Gwenn Boardman Petersen uses Snow Country as an example of how Kawabata often composed his works. While writing that Japanese novelists often publish "their works in serial form and under various titles" she observes Kawabata is "further noted for his habit of rewriting, adding segments, and making changes in titles and content alike."[3] The first segment, titled Yugeshiki no Kagami ("Mirror of the Evening Scene") appeared in Bungeishunjū January 1935. Kawabata later wrote that he could not finish his manuscript by the submission deadline of this literary journal, and decided to keep writing and submit a second version of this segment, titled Shiroi Asa no Kagami ("Mirror of a White Morning") to the general-interest magazine Kaizō several days later.

Kawabata continued to write about the characters, and five more segments were published over the next years: Monogatari ("Story" or "Tale") and Toro ("Futile Efforts") appeared in the journal Nihon Hyoron in the November and December 1935 issues; Kaya no Hana ("Miscanthus Flower") appeared in Chuo Koron August 1936; Hi no Makura ("Pillow of Fire") in Bungeishunjū October 1936; and Temariuta ("Handball Song") was published in Kaizō May 1937. He combined these segments into a "complete" Snow Country, making numerous changes to the texts as they appeared in the journals, which was published in June 1937.[4]

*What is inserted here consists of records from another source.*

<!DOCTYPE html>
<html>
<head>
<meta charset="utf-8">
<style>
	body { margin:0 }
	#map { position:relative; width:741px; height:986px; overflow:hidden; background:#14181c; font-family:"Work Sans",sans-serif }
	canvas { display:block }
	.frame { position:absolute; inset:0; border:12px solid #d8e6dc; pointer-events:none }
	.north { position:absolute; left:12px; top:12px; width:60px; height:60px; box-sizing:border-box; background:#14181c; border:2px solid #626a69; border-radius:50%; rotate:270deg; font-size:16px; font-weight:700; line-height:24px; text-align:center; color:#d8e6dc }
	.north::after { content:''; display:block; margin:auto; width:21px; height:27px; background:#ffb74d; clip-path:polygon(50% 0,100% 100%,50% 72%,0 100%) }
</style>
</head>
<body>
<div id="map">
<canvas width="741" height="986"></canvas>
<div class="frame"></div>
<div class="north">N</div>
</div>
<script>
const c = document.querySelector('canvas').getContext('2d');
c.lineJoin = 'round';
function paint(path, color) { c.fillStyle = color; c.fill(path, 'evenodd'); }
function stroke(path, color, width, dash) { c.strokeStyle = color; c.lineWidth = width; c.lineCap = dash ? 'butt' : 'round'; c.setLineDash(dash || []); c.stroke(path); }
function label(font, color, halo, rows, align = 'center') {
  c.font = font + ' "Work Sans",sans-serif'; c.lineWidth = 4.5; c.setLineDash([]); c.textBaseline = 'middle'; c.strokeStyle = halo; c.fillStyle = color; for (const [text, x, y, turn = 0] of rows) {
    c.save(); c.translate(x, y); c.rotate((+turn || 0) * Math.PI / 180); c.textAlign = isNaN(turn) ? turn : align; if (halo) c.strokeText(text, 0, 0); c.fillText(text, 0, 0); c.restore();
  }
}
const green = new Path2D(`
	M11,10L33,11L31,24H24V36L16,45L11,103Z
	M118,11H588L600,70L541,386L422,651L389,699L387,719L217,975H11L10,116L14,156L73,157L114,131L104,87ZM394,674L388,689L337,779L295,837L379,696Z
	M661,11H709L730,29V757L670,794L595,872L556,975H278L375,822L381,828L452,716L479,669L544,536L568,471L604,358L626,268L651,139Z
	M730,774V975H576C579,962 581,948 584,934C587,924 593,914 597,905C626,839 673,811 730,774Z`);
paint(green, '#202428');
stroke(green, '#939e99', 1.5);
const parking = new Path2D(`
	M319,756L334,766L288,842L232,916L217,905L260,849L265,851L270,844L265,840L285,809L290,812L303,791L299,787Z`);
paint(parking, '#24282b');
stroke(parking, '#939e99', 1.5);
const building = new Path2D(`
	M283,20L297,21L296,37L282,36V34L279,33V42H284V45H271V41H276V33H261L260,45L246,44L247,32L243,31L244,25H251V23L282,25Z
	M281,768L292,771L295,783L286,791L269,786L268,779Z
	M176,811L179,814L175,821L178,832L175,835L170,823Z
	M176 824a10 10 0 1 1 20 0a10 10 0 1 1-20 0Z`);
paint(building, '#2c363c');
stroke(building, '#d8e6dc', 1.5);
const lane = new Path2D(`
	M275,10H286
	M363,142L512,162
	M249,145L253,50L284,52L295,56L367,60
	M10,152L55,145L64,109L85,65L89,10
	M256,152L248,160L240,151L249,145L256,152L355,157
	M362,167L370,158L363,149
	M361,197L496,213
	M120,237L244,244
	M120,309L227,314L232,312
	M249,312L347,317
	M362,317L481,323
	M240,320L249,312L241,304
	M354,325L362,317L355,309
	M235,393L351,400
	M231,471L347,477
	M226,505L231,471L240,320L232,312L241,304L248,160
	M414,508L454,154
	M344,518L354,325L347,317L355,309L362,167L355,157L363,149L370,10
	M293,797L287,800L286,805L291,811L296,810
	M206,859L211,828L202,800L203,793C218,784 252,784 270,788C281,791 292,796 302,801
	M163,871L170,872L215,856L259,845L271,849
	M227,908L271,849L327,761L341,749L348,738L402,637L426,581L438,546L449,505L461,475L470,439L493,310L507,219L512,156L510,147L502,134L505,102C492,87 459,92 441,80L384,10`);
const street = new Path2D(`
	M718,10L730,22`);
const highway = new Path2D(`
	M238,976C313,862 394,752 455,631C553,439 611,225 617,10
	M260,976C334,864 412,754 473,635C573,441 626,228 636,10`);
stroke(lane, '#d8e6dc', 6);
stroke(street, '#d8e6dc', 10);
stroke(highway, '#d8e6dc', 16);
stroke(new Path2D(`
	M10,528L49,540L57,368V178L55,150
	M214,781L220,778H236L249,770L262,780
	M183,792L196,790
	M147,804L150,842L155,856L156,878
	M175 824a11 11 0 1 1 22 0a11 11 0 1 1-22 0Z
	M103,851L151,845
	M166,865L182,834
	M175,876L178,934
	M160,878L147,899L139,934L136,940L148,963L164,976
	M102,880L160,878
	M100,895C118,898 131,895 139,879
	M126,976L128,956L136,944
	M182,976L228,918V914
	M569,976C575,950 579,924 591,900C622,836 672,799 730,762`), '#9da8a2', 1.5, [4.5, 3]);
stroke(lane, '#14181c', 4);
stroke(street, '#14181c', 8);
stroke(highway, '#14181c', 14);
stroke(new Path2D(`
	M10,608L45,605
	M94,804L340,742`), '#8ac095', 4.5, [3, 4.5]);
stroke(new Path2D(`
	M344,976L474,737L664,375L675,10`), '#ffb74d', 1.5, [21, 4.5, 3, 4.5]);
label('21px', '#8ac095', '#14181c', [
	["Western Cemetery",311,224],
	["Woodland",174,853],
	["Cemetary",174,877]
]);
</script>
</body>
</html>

Kawabata restarted work on the novel after a three-year break, again adding new chapters and again publishing in two separate journals, in 1940 and 1941. He re-wrote the last two sections, merging them into a single piece, published in a journal in 1946. Another additional piece arrived in 1947. Finally, in 1948, the novel reached its final form, an integration of nine separately published works.

Kawabata himself visited the Yuzawa onsen and worked on the novel there. The room in the hotel where he was staying is preserved as a museum.[1]

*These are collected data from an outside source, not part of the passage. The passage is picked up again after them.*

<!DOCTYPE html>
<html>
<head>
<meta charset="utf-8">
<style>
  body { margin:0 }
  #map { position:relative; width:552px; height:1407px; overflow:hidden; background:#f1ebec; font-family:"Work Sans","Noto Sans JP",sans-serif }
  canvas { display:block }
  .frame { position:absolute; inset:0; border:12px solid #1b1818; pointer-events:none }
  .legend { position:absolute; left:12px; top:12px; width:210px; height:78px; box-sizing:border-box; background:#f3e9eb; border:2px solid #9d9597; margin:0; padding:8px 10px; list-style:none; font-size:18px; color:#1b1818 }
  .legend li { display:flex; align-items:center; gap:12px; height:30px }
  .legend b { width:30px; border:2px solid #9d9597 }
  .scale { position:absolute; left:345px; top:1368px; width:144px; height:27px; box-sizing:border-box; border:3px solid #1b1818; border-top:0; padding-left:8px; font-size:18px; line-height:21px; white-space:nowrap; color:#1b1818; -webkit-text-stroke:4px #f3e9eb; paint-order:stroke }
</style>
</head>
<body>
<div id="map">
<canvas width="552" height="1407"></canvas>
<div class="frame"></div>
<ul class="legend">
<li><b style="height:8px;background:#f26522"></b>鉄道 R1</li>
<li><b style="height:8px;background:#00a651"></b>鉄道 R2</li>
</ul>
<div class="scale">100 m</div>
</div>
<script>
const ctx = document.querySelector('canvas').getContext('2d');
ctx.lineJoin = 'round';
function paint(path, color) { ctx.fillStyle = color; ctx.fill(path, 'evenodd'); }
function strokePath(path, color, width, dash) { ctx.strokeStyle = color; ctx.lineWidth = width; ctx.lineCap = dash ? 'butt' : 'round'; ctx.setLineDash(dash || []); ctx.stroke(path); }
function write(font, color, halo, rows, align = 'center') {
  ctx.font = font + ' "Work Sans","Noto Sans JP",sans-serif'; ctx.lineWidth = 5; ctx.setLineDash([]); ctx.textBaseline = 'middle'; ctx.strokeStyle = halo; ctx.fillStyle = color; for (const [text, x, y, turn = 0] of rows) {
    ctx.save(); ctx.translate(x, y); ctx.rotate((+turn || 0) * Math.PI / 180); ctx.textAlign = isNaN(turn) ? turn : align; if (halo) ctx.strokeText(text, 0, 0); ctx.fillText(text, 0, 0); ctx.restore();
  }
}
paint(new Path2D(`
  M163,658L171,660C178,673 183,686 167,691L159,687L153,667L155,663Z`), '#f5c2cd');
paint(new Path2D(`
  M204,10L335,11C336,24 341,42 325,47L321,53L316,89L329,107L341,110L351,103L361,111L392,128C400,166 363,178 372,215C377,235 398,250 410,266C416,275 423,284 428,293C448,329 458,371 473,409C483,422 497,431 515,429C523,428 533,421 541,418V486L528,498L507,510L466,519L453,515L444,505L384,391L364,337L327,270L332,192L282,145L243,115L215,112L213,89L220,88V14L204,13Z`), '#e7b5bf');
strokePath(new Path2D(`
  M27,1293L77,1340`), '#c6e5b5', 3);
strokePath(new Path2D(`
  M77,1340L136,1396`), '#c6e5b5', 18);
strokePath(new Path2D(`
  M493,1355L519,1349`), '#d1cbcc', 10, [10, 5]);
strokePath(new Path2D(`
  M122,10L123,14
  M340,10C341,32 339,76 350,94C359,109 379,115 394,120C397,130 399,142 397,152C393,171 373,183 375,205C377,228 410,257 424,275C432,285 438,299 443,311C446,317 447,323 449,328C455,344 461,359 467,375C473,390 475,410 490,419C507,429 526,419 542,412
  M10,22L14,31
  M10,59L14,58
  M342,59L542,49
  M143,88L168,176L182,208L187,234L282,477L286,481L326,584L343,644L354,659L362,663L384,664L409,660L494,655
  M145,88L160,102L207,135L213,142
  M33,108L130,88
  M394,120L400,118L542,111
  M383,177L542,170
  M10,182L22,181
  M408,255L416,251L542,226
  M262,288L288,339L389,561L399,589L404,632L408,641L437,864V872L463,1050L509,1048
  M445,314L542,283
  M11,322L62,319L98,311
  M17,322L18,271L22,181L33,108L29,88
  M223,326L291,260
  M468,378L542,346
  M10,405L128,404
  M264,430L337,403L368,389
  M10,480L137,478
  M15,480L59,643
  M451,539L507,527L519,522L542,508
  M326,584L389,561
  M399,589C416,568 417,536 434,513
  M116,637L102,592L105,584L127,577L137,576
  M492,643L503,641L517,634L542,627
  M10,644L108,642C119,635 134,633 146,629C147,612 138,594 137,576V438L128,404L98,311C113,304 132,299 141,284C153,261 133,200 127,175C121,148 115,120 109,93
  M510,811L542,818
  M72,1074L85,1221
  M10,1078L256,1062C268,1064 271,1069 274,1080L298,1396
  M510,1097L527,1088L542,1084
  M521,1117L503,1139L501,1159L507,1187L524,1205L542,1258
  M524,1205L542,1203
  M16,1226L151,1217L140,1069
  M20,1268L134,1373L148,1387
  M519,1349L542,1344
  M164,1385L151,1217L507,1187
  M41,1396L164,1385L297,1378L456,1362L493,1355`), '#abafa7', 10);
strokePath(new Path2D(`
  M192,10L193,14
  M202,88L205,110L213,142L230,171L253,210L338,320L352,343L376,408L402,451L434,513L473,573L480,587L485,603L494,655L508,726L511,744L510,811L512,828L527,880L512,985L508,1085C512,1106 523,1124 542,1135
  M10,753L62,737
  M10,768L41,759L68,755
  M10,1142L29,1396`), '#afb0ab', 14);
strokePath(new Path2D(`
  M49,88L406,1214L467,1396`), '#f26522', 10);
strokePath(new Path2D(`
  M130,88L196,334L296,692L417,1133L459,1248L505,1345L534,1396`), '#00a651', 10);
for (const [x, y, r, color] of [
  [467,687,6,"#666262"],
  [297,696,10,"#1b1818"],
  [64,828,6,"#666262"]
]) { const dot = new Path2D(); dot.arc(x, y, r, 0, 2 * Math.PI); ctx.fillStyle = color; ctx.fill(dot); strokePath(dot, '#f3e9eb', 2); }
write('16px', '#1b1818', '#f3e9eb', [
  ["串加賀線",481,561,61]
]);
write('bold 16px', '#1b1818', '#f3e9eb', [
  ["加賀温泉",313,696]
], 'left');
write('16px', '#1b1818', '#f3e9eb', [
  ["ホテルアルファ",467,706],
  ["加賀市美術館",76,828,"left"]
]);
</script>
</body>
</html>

Kawabata again returned to Snow Country near the end of his life. A few months before his death in 1972, he wrote an abbreviated version of the work, which he titled "Gleanings from Snow Country", that shortened the novel to a few spare pages, a length that placed it among his Palm-of-the-Hand Stories, a form to which Kawabata devoted particular attention for more than 50 years. An English translation of "Gleanings from Snow Country" was published in 1988 by J. Martin Holman, in the collection Palm-of-the-Hand Stories.[5]